I hesitated at the door. Reviewing my normal script for introducing myself to patients didn’t feel quite right. I should probably exhibit a more somber tone, considering the circumstances. What if the mother is in tears? What if she asks about outcomes? I took a deep breath and entered.
Pink playdough littered the exam table, sink, counter and floor. In a flash, a thin child, all elbows and knees, jumped athletically from the sink counter to the exam table and then to the floor, stomping over my feet in the process. She was covered in pink from head to toe, including a pink hat covering her bald scalp.
“I made this pizza for you!” hollered the patient. I’ll call her Tiffany.
I introduced myself and attempted to begin a physical exam, but I was quickly roped into a make-believe game of Pizza Hut. Tiffany seemed to know every diversion in the book, and she commanded her make-believe game. Nothing got by her, and it was playtime.
I shot her mother a desperate look. Bemused and exhausted, she laughed.
“That’s Tiffany. All the time. Chemo didn’t even slow her down. Is there anything you guys can do to help me get some sleep?”
I wondered, was this cancer? This was certainly not the picture of cancer I had been expecting. Tiffany wasn’t frail or weak. She was strong, and full of life.
Over my weeklong elective in pediatric oncology, I spent time diligently working as Tiffany’s pizza cook. She was feisty and confident. She was one of those kids that already had a fully developed personality packed into her little body despite her age. And she did not care about her cancer. She knew as much as one could at four years old, but the aggressive cancer was powerless against her indomitable spirit.

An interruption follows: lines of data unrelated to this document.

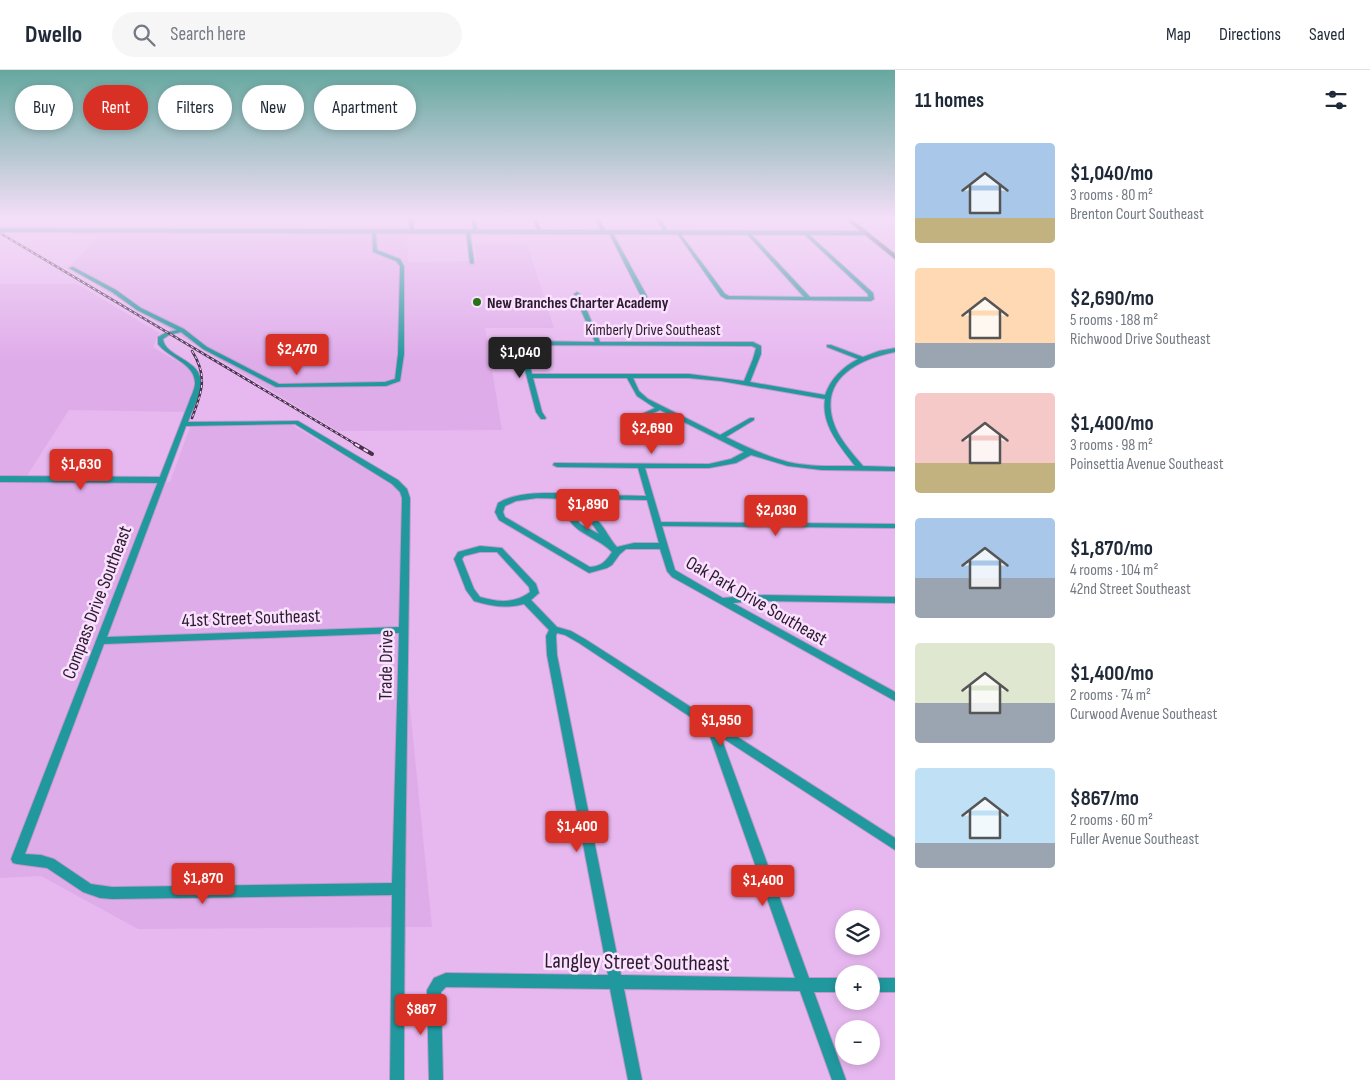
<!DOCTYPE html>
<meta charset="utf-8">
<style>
:root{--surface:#fff;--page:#f6f6f7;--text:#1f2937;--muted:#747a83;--line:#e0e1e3;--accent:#d93025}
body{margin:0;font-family:"Sofia Sans Condensed",sans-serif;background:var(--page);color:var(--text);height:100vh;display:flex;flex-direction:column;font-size:19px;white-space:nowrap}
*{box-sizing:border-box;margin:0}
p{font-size:16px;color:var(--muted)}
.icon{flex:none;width:28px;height:28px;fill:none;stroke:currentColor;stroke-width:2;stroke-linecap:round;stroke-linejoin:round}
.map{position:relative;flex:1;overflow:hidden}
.details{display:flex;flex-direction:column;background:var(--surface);width:475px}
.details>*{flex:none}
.guide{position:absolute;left:15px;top:15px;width:475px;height:45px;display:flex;gap:10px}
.buttons{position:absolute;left:835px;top:840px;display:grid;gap:10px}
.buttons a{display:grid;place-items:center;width:45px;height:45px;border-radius:50%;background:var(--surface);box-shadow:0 2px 8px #0003;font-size:25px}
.price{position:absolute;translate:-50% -42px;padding:0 11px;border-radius:5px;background:var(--accent);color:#fff;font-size:16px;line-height:32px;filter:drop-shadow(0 1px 2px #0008)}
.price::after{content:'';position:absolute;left:50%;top:30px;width:15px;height:11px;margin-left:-8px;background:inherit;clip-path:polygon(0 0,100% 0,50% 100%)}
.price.selected{background:#222;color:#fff}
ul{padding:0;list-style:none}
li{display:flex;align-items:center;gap:15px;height:125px;padding:0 20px}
li span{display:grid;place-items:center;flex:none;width:140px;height:100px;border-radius:5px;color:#555}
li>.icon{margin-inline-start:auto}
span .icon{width:60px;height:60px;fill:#fffc;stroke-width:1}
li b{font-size:21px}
h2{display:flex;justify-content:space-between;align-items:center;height:60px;padding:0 20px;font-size:21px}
.tag{padding:0 18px;border-radius:22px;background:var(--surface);box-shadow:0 2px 8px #0003;font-size:18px;line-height:45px}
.tag.selected{background:var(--accent);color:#fff}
header{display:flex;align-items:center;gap:30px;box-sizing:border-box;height:70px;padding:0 25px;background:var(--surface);border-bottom:1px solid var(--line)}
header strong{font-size:24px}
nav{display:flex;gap:28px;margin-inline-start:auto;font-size:18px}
.search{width:350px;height:45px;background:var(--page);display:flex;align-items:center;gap:12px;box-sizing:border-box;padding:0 18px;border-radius:28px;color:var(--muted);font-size:19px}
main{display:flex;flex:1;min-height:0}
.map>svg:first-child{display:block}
</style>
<header>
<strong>Dwello</strong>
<div class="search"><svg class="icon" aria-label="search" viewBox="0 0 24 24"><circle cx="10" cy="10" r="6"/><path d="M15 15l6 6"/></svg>Search here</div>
<nav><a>Map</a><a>Directions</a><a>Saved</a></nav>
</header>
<main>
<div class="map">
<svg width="895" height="1010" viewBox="0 0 895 1010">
<rect width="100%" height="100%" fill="#e7b8f0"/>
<path fill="#dfacea" d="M102,162l305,1 1,29 69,-1 -2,-17h52l27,84h-69l17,102 -164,1 -270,-163z
M0,214h77l82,49 -6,14 38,23 3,9 -1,14 -7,19 -117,-2 -46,72h147l20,-55 102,-2 105,62 4,10v121l31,309 -294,2 -97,-53 -41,2z"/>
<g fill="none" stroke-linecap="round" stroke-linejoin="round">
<defs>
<path id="minor" d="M409,148h4l1,15 -4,-1z
M471,148h4l3,15 -4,-1z
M532,148h4l6,15 -4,-1z
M595,148h4l8,16h-4z
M655,148h5l9,15h-4z
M374,161l2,1 1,18 23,9 4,7v88l-4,27 -14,5 -110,1 -73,-38 -22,-17 -12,3 -6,4c2,19 40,20 38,46 -1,12 -9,25 -13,37l110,-1 100,59 9,9 3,9c-2,194 -6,388 -6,582h-14l2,-185 -280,4 -12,-1 -17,-6 -36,-24 -30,-4 -4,-1 -2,-4 178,-457c2,-6 6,-13 6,-19 0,-20 -28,-26 -37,-39v-7l7,-4 12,-3 -40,-20 -25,-18 -43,-24 4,-1 43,23 25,18 43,21 23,18 72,37 106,-2 10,-3 3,-25 2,-88 -4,-5 -23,-9 -1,-20zM295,354l97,60 8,8 2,6 -3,129 -292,10 79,-211zM399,563l-7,250 -280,4 -21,-3 -37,-25 -13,-4 -16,-1 79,-210z
M468,161l2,1 4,31 -2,1 -2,-1 -4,-31z
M608,161l4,1 37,68 -1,1 -5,-1z
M679,162l46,62 4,2 75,1 -57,-63v-2h2l61,65h58v-3l-64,-60v-2h2l67,61 1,6 -3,2 -145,-2 -5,-3 -44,-63z
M577,222l3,2 20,48h153l8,4v8l-11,28 75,13c6,-17 18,-28 33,-36l-31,-12v-2h4l32,12 16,-6 16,-3v4c-36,7 -75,26 -62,69 5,17 19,32 30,45l32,1v4l-73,-1 -34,-4 -37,-11 -15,8 -27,5h-64l16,54 234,2v4l-233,-2 13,44 48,28 32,-3 140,2v6l-140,-2 -22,2 162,89v9l-223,-124 -5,-6 -7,-22h-34l-6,5 -8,11 -5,3 -18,5 -90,-53 -4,-8 3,-9c21,-13 57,-10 81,-9 22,2 44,1 67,2l-8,-28 -81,-1 -4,-2 1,-2 155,1 22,-5 13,-7 -84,-42 -23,10h-4v-2l22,-10 -18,-12 -10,-18h-94l9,34 4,6 -1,1h-4l-5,-7 -17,-65 3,-5 2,-1 71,1 -21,-48zM526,275l226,1 4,2 -3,11 -9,22 -55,-7h-157l-7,-27zM633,308h56l32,3 104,18c-4,26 15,47 30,67 -22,0 -45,1 -67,-4 -22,-6 -42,-15 -62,-25l28,-17v-2h-4l-30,17 -72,-36 -9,-8zM537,428l34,1 4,9 -5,13c8,13 30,18 42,31 -6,9 -10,14 -22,15l-85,-50 -2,-5 2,-6 11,-5zM579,429l68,1 12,43h-25l-17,4c-7,-7 -11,-18 -19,-26 -8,-9 -14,-11 -19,-22zM581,444l12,11 6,9 -19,-10 -2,-3z
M480,476l22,2 34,36 3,9 -8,7 26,27 14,4 14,8 310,199v12l-174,-113 88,241h35v14h-30l32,88h-14l-32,-89 -176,-2 18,91h-14l-18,-91 -164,-2 -5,5 2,88h-14l-2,-90 7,-12 12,-5 162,2 -61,-320 -1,-19 3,-6 -25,-26c-18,5 -33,2 -50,-3l-8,-11 -12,-31 4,-7zM480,482h17l32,35 1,5c-16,12 -32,10 -50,5l-6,-8 -12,-30 2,-3zM557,563l8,2 14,8 128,85 88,250 -174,-3 -64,-320 -1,-19z
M871,908h24v14h-24z"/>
<path id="tertiary" d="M0,158l865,3 3,2 -3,2 -865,-3z
M0,406l162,1 4,3 -4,3 -162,-1z"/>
<path id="secondary" d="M844,148h6l45,36v5z"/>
</defs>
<use href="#minor" stroke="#c298c9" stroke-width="2"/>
<use href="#tertiary" stroke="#c298c9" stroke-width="2"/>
<use href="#secondary" stroke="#c298c9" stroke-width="2"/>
<use href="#minor" fill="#21989e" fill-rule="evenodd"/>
<use href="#tertiary" fill="#21989e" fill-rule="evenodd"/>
<use href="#secondary" fill="#387073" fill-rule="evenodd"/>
<defs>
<path id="rail-far1" d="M0,163l357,212
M192,281c16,25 10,41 0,67"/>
<path id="rail" d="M355,374l17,10"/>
</defs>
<use href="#rail-far1" stroke="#47314b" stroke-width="2.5"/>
<use href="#rail" stroke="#47314b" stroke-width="4"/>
<use href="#rail-far1" stroke="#fae2ff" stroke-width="1" stroke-dasharray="3" stroke-linecap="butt"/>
<use href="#rail" stroke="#fae2ff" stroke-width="2" stroke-dasharray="5" stroke-linecap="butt"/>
</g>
<linearGradient id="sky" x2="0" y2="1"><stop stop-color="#65a89f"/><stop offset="0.51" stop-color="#f4dff8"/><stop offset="1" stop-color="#f4dff8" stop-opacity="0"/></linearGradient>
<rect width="895" height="290" fill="url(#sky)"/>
<circle fill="#267217" stroke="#fae2ff" stroke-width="2" cx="477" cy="232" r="5"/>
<g text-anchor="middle" stroke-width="5" stroke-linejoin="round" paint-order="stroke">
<g font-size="16" font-weight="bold" fill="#2c1a2f" stroke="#fae2ff" text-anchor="start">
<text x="487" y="238">New Branches Charter Academy</text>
</g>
<g font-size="16" fill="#2c1a2f" stroke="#fae2ff">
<text x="653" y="265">Kimberly Drive Southeast</text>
</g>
<g font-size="19" fill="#2c1a2f" stroke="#fae2ff">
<text transform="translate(757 530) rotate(30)" y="7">Oak Park Drive Southeast</text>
<text transform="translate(96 532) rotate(-69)" y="7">Compass Drive Southeast</text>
<text transform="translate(251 547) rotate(-2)" y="7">41st Street Southeast</text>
<text transform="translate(385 595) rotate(-89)" y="7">Trade Drive</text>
</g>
<g font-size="22" fill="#2c1a2f" stroke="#fae2ff">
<text transform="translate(637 891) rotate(1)" y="8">Langley Street Southeast</text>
</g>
</g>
</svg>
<div class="buttons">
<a><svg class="icon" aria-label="layers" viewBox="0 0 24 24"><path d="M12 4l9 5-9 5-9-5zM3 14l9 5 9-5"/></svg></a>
<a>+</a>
<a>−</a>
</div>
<b class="price" style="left:297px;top:306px">$2,470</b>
<b class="price selected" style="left:520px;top:309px">$1,040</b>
<b class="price" style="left:652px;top:385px">$2,690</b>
<b class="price" style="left:81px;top:421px">$1,630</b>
<b class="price" style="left:588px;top:461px">$1,890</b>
<b class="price" style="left:776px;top:467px">$2,030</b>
<b class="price" style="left:721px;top:677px">$1,950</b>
<b class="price" style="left:577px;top:783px">$1,400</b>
<b class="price" style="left:203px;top:835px">$1,870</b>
<b class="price" style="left:763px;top:837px">$1,400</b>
<b class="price" style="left:421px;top:966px">$867</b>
<div class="guide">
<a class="tag">Buy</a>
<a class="tag selected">Rent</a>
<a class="tag">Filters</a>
<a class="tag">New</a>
<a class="tag">Apartment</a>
</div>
</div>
<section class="details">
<h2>11 homes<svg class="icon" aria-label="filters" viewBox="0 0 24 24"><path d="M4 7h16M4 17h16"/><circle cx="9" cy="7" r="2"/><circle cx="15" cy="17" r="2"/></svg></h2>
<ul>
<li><span style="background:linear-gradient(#a9c7e8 75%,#c2b280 0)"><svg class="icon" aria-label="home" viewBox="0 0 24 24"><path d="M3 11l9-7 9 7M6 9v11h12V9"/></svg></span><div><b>$1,040/mo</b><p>3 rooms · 80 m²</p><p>Brenton Court Southeast</p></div></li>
<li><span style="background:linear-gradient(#ffd9b3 75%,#9aa5b1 0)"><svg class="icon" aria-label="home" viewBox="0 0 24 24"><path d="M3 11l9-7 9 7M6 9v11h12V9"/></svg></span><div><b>$2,690/mo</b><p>5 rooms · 188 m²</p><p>Richwood Drive Southeast</p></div></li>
<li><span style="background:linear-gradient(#f6c9c9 70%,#c2b280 0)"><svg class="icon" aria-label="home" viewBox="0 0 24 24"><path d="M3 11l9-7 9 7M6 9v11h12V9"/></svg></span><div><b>$1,400/mo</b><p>3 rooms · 98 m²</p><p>Poinsettia Avenue Southeast</p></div></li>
<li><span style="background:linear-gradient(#a9c7e8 60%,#9aa5b1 0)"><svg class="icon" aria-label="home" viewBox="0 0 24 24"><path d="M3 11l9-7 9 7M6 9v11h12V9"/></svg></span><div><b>$1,870/mo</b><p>4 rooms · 104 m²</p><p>42nd Street Southeast</p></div></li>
<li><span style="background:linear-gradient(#dfe7d0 60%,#9aa5b1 0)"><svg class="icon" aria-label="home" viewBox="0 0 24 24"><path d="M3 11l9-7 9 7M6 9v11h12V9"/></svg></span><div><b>$1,400/mo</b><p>2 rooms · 74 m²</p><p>Curwood Avenue Southeast</p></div></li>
<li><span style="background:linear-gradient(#bfe0f5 75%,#9aa5b1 0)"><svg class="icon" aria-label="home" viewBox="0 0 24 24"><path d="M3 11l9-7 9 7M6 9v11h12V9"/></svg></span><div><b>$867/mo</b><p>2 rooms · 60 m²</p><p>Fuller Avenue Southeast</p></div></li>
</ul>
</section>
</main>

Critical care wasn’t my thing, but medical school has an impersonal way of pushing you. Of backing you right into that corner you’ve been avoiding and forcing you to grow, adapt and change. For me, it was the ICU. All I saw walking through the ICU on nephrology or neurology consults was suffering and drawn out death. Sure, I wanted to be a doctor, but I wanted to treat children — healthy, young, happy children with their entire lives ahead of them. As it happened, I spent two weeks at the tail end of my third year in the pediatric ICU.
I scrolled through the list of patients, hoping to find some diagnoses that weren’t too complicated for my novice ICU experience. And then I saw Tiffany’s, and her diagnosis list was as long as a grocery receipt. So many superimposed infections with fungi I had never heard of. Her medication list was endless. I knew enough to know her outcome would be poor, but I was still too inexperienced to predict when and how quickly the tragedy would strike.
I wondered if I should add her to my modest list of patients. Would it be too painful for her to be reminded of when she was well, playing with me? Would it be too painful for me? Would she even remember me?
I visited Tiffany each morning before rounds. I sat on the edge of her bed and we stared at the clouds through the window. She no longer had the energy to man her pizza kitchen. She couldn’t even get up out of bed by herself. Her mother’s previously exhausted face had become defeated. Even still, she was quick to correct my zoological interpretations of the clouds. Her arms had grown even thinner and her sunken eyes had aged her. Her pink light-up shoes and matching outfits lay tucked away in the corner, replaced on her thin frame by her hospital smock. Now it wasn’t a question of whether or not to use my somber voice.
Is this cancer?
Over the weekend I checked her chart incessantly. I knew how things would end, and yet I was desperate to find out how.
Then my brother called. My grandmother, who herself had been battling cancer for over two years at 92, had taken a turn for the worse. She was in hospice back home, thousands of miles away.
I wasn’t going to make it in time. And by the next morning, she was gone.
On Monday, I was back in Tiffany’s room. My voice faltered as I told her how proud I was of her, and how I admired her spunk and wit, unable this time to maintain the practiced somber timbre. I was furious that her life was being cut short. I felt guilty that I couldn’t say goodbye to my grandmother. I was thankful I could say goodbye to Tiffany.
It’s difficult, given the setting of the hospital, not to elide Tiffany with her cancer. In fact, most of her life she had been cancer-free. My grandmother had lived 90 healthy years before getting sick.
Maybe the tragedy of death is counterbalanced by a greater share of unconquerable life. Tiffany proved that, small and young as she was.